(Task directions) Show only those lines of the entries where the string "Paul" is found.

(Information supplied)

□ □ □ □

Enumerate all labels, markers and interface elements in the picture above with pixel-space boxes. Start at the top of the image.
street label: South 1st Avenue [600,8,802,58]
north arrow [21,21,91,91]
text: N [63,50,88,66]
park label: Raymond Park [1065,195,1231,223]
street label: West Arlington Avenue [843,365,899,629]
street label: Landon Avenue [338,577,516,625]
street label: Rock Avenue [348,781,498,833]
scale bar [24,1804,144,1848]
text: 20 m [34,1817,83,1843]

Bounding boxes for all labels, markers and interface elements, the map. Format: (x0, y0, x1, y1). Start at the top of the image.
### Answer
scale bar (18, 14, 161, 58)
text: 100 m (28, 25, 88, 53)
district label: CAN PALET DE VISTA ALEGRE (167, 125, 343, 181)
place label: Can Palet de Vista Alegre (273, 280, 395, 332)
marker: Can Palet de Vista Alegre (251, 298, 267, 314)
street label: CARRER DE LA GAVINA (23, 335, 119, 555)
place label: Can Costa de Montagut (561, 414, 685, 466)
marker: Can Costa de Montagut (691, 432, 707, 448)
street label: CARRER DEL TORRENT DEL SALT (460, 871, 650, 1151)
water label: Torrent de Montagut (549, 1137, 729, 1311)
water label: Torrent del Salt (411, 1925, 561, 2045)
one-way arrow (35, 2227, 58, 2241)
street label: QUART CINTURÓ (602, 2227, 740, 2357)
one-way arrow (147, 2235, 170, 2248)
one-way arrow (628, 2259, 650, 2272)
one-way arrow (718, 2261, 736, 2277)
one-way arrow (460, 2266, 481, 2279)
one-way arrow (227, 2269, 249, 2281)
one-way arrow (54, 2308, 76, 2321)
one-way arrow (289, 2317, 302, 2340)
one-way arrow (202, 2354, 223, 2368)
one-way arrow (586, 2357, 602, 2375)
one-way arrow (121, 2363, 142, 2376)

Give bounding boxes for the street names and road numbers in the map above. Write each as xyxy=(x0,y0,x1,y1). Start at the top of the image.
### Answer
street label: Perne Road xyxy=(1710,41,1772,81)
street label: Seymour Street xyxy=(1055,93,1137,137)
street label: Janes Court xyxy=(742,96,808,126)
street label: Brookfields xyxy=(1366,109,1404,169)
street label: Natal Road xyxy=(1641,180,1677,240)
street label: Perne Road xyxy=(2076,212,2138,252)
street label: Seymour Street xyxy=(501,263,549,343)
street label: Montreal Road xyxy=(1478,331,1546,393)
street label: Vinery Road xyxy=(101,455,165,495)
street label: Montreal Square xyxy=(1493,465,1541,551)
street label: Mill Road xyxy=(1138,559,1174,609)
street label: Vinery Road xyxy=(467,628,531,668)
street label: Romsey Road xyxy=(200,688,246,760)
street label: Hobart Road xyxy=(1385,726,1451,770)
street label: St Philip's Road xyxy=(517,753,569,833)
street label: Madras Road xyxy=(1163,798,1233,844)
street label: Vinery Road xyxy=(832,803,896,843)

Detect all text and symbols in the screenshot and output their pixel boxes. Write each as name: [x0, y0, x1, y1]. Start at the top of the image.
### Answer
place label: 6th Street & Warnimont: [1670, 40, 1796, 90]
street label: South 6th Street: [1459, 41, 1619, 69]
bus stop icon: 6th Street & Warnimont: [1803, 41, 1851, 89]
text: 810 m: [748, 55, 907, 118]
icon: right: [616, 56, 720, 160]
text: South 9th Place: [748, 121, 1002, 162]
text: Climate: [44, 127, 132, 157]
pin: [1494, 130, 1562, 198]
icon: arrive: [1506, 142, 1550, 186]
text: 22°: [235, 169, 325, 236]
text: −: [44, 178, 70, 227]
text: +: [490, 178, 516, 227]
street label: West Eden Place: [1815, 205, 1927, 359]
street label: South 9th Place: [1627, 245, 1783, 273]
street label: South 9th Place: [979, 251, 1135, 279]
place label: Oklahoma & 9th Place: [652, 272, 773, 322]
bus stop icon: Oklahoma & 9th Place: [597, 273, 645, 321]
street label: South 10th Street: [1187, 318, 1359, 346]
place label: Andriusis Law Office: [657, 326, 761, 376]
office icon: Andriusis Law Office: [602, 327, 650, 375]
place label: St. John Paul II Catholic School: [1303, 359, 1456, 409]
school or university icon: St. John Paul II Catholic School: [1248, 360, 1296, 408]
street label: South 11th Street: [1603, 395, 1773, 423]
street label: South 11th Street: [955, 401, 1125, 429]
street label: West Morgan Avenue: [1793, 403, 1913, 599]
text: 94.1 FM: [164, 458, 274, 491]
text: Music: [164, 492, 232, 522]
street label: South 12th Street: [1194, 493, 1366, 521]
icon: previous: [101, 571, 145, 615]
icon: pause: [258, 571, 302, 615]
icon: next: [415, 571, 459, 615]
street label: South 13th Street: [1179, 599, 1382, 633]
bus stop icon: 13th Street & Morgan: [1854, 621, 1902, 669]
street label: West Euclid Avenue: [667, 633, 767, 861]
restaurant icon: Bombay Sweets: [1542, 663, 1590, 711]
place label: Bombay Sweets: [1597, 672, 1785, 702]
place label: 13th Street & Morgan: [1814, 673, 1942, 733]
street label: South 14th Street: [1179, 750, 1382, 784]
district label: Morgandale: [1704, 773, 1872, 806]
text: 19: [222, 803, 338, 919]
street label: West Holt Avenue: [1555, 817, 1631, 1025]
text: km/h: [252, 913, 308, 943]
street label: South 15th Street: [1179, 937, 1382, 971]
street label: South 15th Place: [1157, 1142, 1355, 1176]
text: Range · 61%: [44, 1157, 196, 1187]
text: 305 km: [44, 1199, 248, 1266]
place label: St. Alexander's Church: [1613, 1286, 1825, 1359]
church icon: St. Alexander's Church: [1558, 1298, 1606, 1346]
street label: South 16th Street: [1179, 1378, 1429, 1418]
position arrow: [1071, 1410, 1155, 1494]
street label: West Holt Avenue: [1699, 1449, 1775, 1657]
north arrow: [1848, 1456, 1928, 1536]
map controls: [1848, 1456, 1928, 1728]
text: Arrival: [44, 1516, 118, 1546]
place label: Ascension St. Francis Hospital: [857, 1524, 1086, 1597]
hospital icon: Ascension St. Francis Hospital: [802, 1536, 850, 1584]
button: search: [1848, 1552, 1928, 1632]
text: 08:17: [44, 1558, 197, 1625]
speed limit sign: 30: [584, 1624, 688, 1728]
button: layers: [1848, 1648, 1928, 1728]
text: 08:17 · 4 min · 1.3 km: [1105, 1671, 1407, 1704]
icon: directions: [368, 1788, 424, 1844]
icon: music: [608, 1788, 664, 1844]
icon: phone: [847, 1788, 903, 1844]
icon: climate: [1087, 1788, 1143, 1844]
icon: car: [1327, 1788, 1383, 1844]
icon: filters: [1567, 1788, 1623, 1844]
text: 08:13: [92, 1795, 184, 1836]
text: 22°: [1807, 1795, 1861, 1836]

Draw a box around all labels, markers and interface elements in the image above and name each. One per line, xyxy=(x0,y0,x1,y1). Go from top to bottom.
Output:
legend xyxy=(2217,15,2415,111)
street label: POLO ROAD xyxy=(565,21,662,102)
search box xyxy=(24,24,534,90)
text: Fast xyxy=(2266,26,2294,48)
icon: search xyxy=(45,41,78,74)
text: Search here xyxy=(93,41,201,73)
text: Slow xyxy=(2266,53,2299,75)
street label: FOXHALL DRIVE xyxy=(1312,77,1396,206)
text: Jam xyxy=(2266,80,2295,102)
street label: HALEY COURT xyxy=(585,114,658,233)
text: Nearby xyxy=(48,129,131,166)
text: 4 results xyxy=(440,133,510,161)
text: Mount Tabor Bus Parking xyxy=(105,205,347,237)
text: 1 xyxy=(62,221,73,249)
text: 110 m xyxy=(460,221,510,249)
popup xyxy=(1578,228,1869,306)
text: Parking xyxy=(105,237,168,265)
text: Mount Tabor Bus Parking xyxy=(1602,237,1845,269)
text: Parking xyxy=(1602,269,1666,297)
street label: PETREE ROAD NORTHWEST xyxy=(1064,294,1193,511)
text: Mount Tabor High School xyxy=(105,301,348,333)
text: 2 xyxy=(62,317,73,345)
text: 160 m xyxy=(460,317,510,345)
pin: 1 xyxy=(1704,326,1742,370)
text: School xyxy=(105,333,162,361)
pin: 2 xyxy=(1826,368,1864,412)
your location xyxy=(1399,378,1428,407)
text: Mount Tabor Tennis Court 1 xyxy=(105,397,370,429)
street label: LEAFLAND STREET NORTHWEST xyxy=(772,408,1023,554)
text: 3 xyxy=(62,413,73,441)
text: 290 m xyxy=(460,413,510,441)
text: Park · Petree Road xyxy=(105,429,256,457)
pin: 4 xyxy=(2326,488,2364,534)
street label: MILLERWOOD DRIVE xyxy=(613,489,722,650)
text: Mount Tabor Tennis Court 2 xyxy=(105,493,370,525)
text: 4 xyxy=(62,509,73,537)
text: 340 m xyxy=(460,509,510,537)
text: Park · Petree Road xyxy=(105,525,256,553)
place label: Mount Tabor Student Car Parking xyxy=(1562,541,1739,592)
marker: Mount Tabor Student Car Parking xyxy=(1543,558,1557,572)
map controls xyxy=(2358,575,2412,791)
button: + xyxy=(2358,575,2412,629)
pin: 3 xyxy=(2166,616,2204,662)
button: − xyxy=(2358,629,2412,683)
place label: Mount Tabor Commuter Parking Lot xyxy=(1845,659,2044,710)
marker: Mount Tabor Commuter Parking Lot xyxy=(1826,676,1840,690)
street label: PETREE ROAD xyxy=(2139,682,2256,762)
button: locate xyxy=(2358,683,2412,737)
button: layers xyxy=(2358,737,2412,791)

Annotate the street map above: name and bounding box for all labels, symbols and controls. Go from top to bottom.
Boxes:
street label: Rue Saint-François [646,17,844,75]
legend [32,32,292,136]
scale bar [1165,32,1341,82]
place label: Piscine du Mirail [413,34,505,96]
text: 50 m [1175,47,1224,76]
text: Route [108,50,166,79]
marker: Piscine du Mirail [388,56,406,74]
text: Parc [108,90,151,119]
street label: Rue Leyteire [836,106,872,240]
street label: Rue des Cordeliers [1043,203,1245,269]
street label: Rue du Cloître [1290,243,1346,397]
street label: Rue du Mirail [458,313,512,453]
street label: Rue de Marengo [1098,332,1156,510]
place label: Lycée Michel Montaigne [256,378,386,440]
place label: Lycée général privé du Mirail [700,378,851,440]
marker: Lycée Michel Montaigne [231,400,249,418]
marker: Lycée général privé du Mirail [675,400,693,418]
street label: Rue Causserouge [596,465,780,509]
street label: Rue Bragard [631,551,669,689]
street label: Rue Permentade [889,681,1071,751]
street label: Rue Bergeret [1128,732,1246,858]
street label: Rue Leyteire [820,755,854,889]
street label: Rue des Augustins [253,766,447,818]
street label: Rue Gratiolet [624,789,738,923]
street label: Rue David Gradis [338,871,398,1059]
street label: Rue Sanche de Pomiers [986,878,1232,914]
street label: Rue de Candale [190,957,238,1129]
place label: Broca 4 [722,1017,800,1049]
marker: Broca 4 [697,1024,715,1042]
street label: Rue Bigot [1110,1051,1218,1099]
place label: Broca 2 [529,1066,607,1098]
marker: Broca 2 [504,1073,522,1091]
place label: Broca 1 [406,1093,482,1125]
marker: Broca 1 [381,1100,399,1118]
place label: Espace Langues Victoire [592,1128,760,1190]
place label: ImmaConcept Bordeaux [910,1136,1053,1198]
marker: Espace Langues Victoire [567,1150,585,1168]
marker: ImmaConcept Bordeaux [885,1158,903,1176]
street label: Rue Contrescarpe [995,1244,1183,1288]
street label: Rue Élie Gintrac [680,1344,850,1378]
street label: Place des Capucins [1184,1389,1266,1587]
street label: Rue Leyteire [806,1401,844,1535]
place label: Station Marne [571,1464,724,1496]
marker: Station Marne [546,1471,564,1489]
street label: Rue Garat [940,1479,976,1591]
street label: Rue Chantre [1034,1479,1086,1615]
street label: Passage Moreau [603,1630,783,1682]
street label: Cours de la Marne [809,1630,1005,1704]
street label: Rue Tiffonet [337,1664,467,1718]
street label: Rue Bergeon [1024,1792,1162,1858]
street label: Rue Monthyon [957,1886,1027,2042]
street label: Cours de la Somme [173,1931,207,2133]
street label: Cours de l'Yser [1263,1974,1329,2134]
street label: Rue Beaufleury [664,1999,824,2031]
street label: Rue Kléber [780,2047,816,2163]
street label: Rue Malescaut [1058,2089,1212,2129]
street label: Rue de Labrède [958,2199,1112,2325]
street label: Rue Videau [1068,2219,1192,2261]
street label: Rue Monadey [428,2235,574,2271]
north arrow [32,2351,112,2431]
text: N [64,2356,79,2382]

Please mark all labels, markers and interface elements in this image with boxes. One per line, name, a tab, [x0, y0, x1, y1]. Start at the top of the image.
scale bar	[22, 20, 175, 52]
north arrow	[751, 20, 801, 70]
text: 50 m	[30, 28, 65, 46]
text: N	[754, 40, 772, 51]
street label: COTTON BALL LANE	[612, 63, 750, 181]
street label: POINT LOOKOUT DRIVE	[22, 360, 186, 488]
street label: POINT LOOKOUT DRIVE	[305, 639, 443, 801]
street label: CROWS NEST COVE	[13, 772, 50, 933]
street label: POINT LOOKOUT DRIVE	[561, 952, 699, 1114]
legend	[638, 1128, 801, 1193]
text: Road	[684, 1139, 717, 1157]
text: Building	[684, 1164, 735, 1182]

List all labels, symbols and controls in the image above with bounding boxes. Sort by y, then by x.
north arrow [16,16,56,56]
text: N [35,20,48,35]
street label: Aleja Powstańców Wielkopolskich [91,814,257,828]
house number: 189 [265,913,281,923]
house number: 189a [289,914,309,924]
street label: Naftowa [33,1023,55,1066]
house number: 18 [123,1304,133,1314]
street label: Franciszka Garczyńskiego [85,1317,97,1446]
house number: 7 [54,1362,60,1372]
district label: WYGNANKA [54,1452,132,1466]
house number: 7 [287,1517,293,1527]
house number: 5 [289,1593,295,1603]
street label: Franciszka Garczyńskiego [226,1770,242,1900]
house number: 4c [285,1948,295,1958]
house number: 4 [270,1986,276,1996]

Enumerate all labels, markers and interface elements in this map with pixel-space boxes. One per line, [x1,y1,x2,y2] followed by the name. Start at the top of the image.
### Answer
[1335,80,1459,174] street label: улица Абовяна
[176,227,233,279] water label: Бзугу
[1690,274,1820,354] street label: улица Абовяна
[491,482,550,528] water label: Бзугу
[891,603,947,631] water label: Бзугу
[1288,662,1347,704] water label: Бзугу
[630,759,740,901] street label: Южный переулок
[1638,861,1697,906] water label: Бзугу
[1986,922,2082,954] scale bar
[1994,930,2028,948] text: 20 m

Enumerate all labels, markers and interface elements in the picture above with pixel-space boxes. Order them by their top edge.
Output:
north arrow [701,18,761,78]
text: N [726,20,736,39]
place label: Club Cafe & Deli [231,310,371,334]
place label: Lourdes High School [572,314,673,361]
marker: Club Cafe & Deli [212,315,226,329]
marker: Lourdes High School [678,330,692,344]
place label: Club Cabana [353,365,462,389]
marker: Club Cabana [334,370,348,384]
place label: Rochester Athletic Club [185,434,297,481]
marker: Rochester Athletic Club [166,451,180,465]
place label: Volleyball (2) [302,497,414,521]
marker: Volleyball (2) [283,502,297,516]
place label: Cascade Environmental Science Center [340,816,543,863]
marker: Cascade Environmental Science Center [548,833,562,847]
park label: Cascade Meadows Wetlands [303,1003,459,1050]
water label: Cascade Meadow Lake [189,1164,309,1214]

□ □ □ □

(Exercise response)
place label: St. John Paul II Catholic School: [1303, 359, 1456, 409]
school or university icon: St. John Paul II Catholic School: [1248, 360, 1296, 408]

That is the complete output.